I need every line of the material below that includes the string "which".

▸ **Dataset content**
□ □ □ □
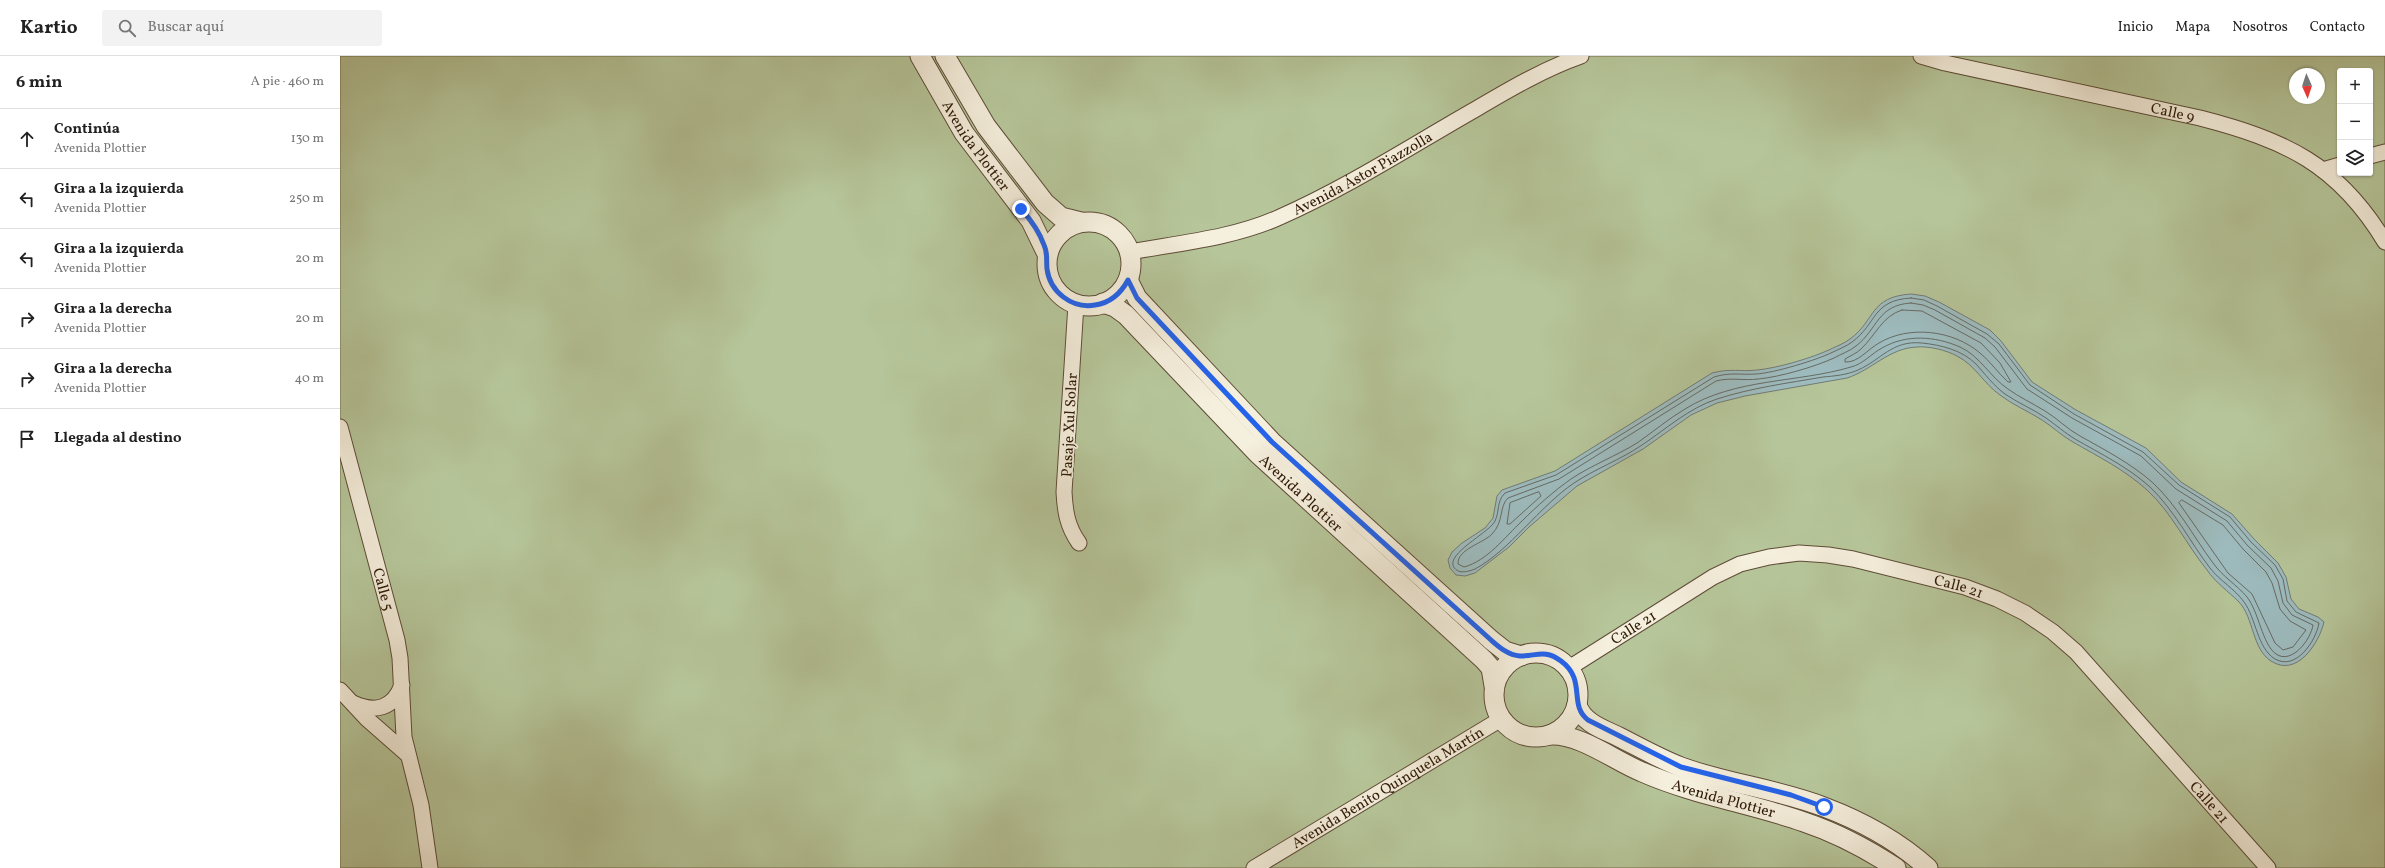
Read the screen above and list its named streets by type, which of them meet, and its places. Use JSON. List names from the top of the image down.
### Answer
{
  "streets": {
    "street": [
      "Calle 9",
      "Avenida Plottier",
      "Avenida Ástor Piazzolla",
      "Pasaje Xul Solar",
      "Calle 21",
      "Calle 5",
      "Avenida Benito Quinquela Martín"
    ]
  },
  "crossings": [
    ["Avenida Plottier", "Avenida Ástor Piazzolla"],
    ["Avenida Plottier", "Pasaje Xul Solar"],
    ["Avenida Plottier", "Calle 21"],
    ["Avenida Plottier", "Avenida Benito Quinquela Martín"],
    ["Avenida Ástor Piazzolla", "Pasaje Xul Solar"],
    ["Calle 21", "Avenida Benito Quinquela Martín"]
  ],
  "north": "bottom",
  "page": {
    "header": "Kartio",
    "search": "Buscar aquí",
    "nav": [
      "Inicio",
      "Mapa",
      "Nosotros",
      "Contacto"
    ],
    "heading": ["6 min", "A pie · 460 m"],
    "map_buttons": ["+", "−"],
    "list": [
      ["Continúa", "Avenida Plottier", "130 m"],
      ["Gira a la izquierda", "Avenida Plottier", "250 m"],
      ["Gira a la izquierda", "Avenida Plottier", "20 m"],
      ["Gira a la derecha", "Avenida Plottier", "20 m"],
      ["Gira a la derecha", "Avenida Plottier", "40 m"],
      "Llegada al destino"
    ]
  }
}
□ □ □ □
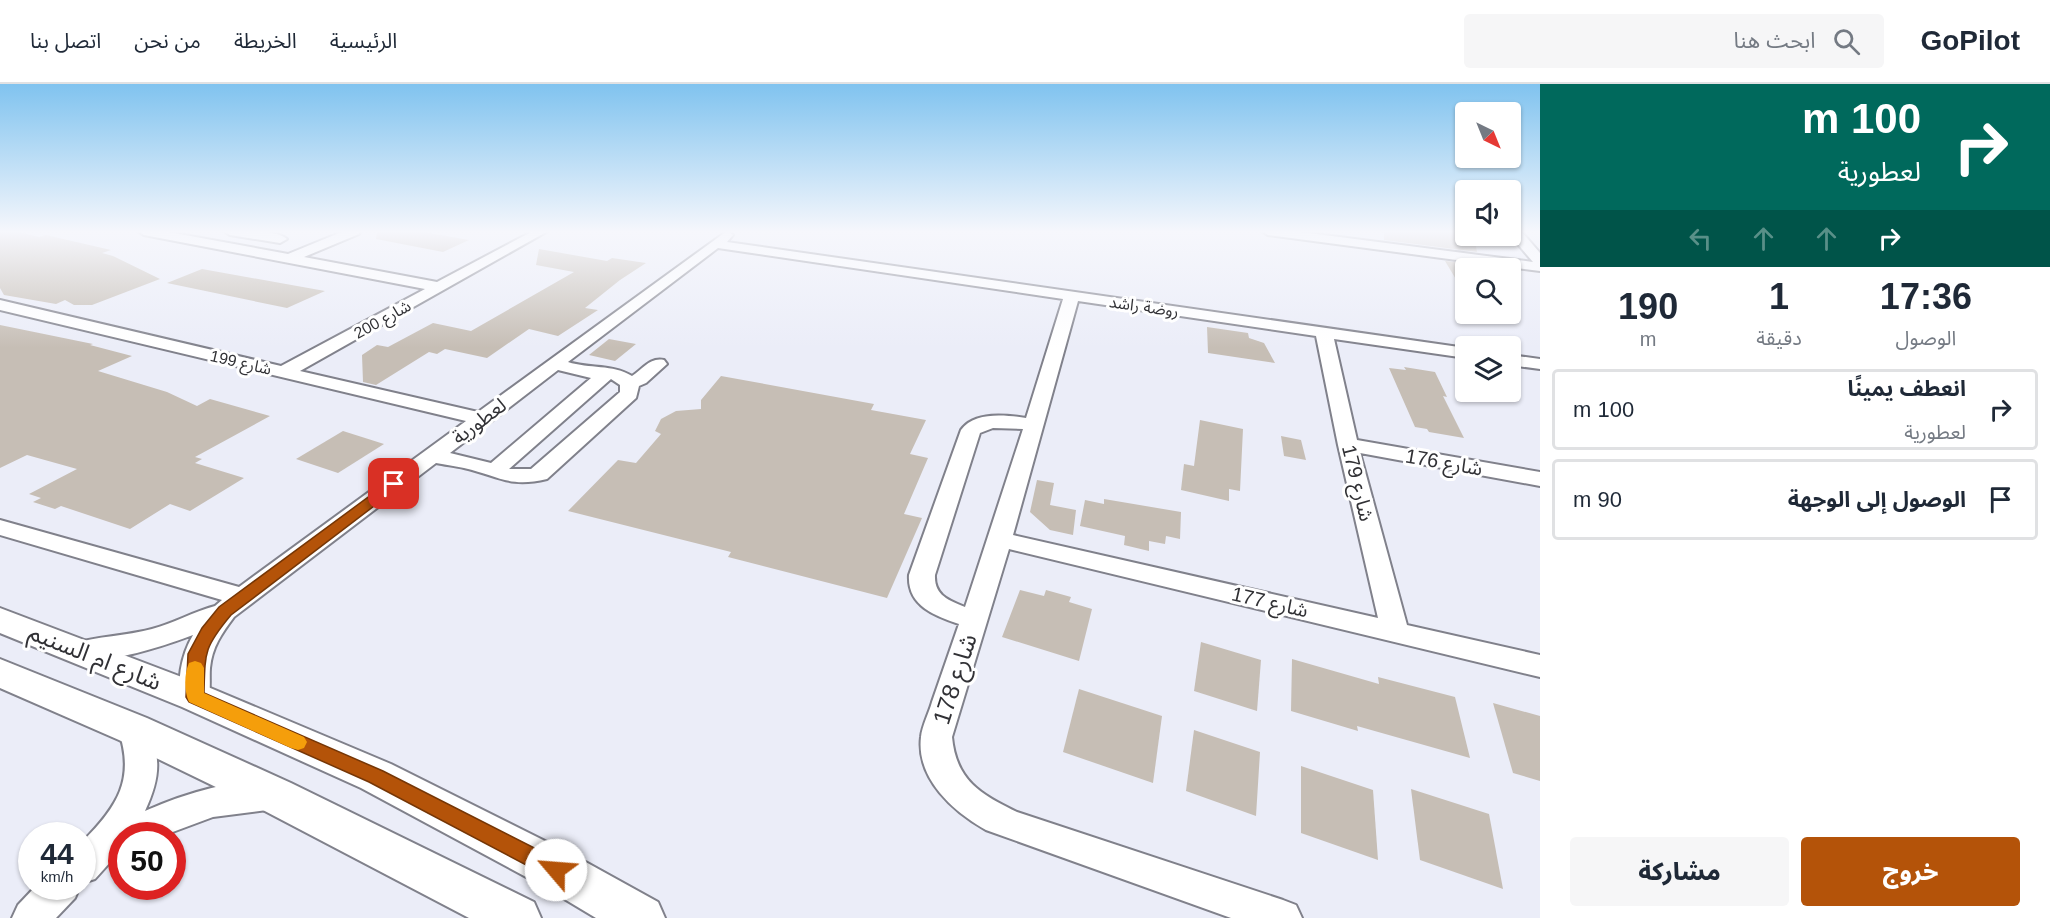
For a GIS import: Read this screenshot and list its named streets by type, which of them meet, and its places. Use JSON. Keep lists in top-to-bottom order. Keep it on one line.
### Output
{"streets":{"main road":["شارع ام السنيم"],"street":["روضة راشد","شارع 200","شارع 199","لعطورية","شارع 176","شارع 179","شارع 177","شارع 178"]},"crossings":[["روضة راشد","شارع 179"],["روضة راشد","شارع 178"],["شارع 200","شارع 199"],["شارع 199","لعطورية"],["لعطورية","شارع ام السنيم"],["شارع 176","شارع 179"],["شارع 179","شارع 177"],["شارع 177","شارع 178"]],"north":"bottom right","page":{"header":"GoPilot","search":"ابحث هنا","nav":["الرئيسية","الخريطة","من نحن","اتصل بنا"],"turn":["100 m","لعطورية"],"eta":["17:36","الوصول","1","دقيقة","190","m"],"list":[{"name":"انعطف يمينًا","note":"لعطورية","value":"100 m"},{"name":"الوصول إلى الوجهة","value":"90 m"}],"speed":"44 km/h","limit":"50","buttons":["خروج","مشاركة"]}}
□ □ □ □
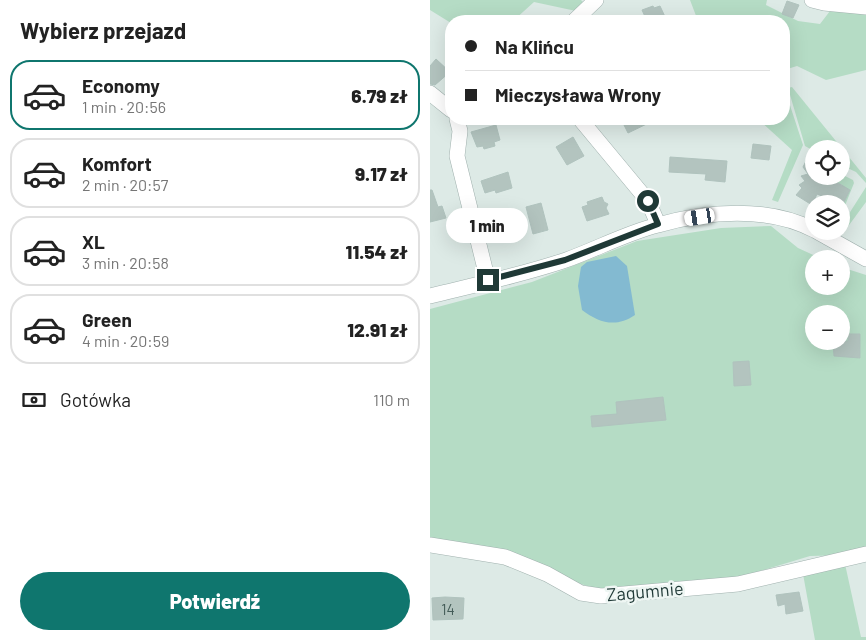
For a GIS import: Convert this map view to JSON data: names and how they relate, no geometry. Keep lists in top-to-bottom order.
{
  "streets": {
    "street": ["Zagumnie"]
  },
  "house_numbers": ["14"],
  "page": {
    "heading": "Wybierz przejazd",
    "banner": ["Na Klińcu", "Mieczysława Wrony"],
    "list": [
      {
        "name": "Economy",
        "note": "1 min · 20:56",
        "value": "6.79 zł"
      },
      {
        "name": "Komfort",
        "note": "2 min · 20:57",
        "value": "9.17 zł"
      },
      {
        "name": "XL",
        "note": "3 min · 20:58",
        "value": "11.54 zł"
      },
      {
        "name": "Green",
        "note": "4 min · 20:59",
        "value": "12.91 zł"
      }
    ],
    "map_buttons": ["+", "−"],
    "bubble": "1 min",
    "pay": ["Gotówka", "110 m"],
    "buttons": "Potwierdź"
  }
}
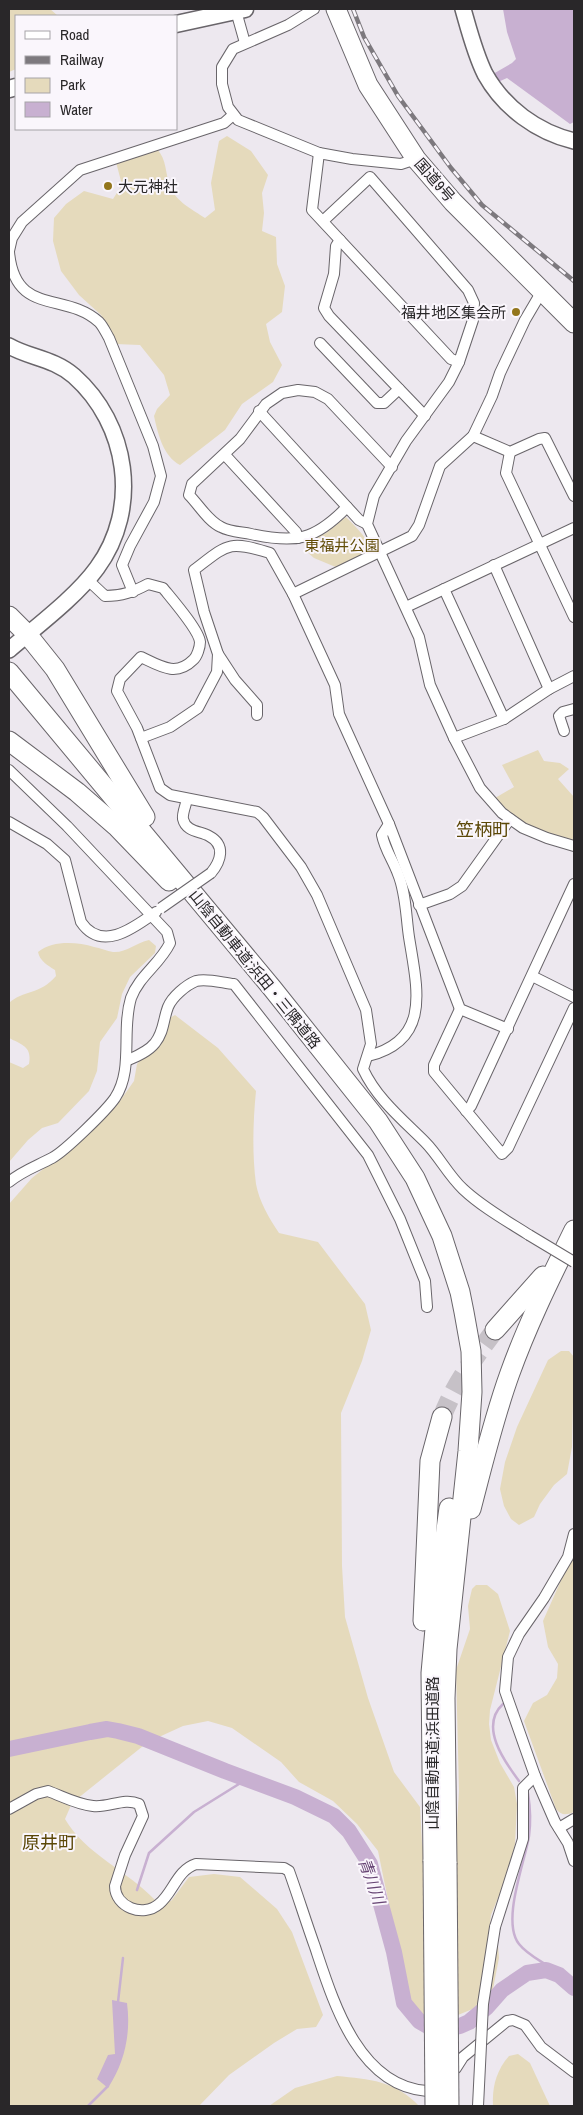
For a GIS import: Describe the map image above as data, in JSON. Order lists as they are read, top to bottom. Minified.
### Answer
□ □ □ □
▸ **Expected answer**
Read the screen above and list its named streets by type, which of them meet, and its places. Use JSON. List names from the top of the image down.
For a GIS import: Read this screenshot and list its named streets by type, which of them meet, and its places. Use JSON. Keep lists in top-to-bottom order. Keep it on one line.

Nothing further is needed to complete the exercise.